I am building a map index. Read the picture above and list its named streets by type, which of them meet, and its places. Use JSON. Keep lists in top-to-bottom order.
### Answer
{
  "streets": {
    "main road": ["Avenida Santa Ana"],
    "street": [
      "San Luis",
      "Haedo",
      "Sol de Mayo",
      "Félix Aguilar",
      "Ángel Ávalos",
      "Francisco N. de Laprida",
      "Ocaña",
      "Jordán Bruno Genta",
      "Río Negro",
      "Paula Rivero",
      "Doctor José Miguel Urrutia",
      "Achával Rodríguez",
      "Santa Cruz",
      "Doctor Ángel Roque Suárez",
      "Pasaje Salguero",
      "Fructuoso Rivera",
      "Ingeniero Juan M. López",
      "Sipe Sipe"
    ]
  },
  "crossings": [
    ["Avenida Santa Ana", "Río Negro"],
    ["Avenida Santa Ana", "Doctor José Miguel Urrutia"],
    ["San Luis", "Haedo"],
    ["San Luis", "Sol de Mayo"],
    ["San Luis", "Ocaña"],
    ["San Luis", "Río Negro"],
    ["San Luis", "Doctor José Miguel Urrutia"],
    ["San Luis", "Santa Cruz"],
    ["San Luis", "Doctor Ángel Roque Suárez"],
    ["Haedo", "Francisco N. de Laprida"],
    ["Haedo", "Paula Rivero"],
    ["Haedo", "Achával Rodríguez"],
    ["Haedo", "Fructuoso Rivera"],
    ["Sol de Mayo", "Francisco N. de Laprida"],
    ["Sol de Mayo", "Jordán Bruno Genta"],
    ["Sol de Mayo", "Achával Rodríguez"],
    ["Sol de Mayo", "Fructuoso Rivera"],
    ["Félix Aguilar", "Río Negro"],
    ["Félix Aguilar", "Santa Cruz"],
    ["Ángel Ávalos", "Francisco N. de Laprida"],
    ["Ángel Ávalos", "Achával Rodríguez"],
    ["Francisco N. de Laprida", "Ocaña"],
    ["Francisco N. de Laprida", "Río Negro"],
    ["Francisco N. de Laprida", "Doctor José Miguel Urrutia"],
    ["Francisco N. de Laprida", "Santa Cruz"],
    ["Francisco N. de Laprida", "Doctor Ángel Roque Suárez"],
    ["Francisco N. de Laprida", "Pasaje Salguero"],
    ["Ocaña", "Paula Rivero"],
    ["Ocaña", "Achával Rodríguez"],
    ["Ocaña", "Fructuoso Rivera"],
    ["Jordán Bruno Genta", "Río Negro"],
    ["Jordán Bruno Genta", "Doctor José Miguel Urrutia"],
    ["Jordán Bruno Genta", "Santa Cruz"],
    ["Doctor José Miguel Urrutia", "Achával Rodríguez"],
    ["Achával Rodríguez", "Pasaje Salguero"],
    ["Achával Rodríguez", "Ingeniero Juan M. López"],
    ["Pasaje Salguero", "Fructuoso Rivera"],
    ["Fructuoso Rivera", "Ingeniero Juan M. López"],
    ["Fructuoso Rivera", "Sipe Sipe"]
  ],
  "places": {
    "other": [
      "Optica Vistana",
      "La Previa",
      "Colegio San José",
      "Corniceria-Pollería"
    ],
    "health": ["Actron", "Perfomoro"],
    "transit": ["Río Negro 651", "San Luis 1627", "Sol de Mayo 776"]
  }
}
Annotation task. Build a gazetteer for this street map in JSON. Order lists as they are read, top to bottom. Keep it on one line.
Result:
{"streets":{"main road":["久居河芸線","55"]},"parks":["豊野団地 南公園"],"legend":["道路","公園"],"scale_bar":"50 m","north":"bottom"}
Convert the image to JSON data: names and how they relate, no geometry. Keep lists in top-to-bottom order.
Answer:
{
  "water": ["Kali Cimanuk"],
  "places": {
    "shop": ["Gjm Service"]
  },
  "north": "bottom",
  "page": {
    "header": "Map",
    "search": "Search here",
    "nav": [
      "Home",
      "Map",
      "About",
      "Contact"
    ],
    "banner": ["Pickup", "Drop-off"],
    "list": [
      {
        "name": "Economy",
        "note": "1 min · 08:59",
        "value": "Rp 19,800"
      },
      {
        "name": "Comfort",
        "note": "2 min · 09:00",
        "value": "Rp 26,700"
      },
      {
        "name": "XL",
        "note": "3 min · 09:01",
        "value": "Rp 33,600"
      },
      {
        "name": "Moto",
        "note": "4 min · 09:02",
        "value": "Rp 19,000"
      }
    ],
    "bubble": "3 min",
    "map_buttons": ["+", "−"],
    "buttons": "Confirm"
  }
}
---
Problem to work on: Print the records again, exactly as they stand above.

Result of this exercise:
I am building a map index. Read the picture above and list its named streets by type, which of them meet, and its places. Use JSON. Keep lists in top-to-bottom order.
### Answer
{
  "streets": {
    "main road": ["Avenida Santa Ana"],
    "street": [
      "San Luis",
      "Haedo",
      "Sol de Mayo",
      "Félix Aguilar",
      "Ángel Ávalos",
      "Francisco N. de Laprida",
      "Ocaña",
      "Jordán Bruno Genta",
      "Río Negro",
      "Paula Rivero",
      "Doctor José Miguel Urrutia",
      "Achával Rodríguez",
      "Santa Cruz",
      "Doctor Ángel Roque Suárez",
      "Pasaje Salguero",
      "Fructuoso Rivera",
      "Ingeniero Juan M. López",
      "Sipe Sipe"
    ]
  },
  "crossings": [
    ["Avenida Santa Ana", "Río Negro"],
    ["Avenida Santa Ana", "Doctor José Miguel Urrutia"],
    ["San Luis", "Haedo"],
    ["San Luis", "Sol de Mayo"],
    ["San Luis", "Ocaña"],
    ["San Luis", "Río Negro"],
    ["San Luis", "Doctor José Miguel Urrutia"],
    ["San Luis", "Santa Cruz"],
    ["San Luis", "Doctor Ángel Roque Suárez"],
    ["Haedo", "Francisco N. de Laprida"],
    ["Haedo", "Paula Rivero"],
    ["Haedo", "Achával Rodríguez"],
    ["Haedo", "Fructuoso Rivera"],
    ["Sol de Mayo", "Francisco N. de Laprida"],
    ["Sol de Mayo", "Jordán Bruno Genta"],
    ["Sol de Mayo", "Achával Rodríguez"],
    ["Sol de Mayo", "Fructuoso Rivera"],
    ["Félix Aguilar", "Río Negro"],
    ["Félix Aguilar", "Santa Cruz"],
    ["Ángel Ávalos", "Francisco N. de Laprida"],
    ["Ángel Ávalos", "Achával Rodríguez"],
    ["Francisco N. de Laprida", "Ocaña"],
    ["Francisco N. de Laprida", "Río Negro"],
    ["Francisco N. de Laprida", "Doctor José Miguel Urrutia"],
    ["Francisco N. de Laprida", "Santa Cruz"],
    ["Francisco N. de Laprida", "Doctor Ángel Roque Suárez"],
    ["Francisco N. de Laprida", "Pasaje Salguero"],
    ["Ocaña", "Paula Rivero"],
    ["Ocaña", "Achával Rodríguez"],
    ["Ocaña", "Fructuoso Rivera"],
    ["Jordán Bruno Genta", "Río Negro"],
    ["Jordán Bruno Genta", "Doctor José Miguel Urrutia"],
    ["Jordán Bruno Genta", "Santa Cruz"],
    ["Doctor José Miguel Urrutia", "Achával Rodríguez"],
    ["Achával Rodríguez", "Pasaje Salguero"],
    ["Achával Rodríguez", "Ingeniero Juan M. López"],
    ["Pasaje Salguero", "Fructuoso Rivera"],
    ["Fructuoso Rivera", "Ingeniero Juan M. López"],
    ["Fructuoso Rivera", "Sipe Sipe"]
  ],
  "places": {
    "other": [
      "Optica Vistana",
      "La Previa",
      "Colegio San José",
      "Corniceria-Pollería"
    ],
    "health": ["Actron", "Perfomoro"],
    "transit": ["Río Negro 651", "San Luis 1627", "Sol de Mayo 776"]
  }
}
Annotation task. Build a gazetteer for this street map in JSON. Order lists as they are read, top to bottom. Keep it on one line.
Result:
{"streets":{"main road":["久居河芸線","55"]},"parks":["豊野団地 南公園"],"legend":["道路","公園"],"scale_bar":"50 m","north":"bottom"}
Convert the image to JSON data: names and how they relate, no geometry. Keep lists in top-to-bottom order.
Answer:
{
  "water": ["Kali Cimanuk"],
  "places": {
    "shop": ["Gjm Service"]
  },
  "north": "bottom",
  "page": {
    "header": "Map",
    "search": "Search here",
    "nav": [
      "Home",
      "Map",
      "About",
      "Contact"
    ],
    "banner": ["Pickup", "Drop-off"],
    "list": [
      {
        "name": "Economy",
        "note": "1 min · 08:59",
        "value": "Rp 19,800"
      },
      {
        "name": "Comfort",
        "note": "2 min · 09:00",
        "value": "Rp 26,700"
      },
      {
        "name": "XL",
        "note": "3 min · 09:01",
        "value": "Rp 33,600"
      },
      {
        "name": "Moto",
        "note": "4 min · 09:02",
        "value": "Rp 19,000"
      }
    ],
    "bubble": "3 min",
    "map_buttons": ["+", "−"],
    "buttons": "Confirm"
  }
}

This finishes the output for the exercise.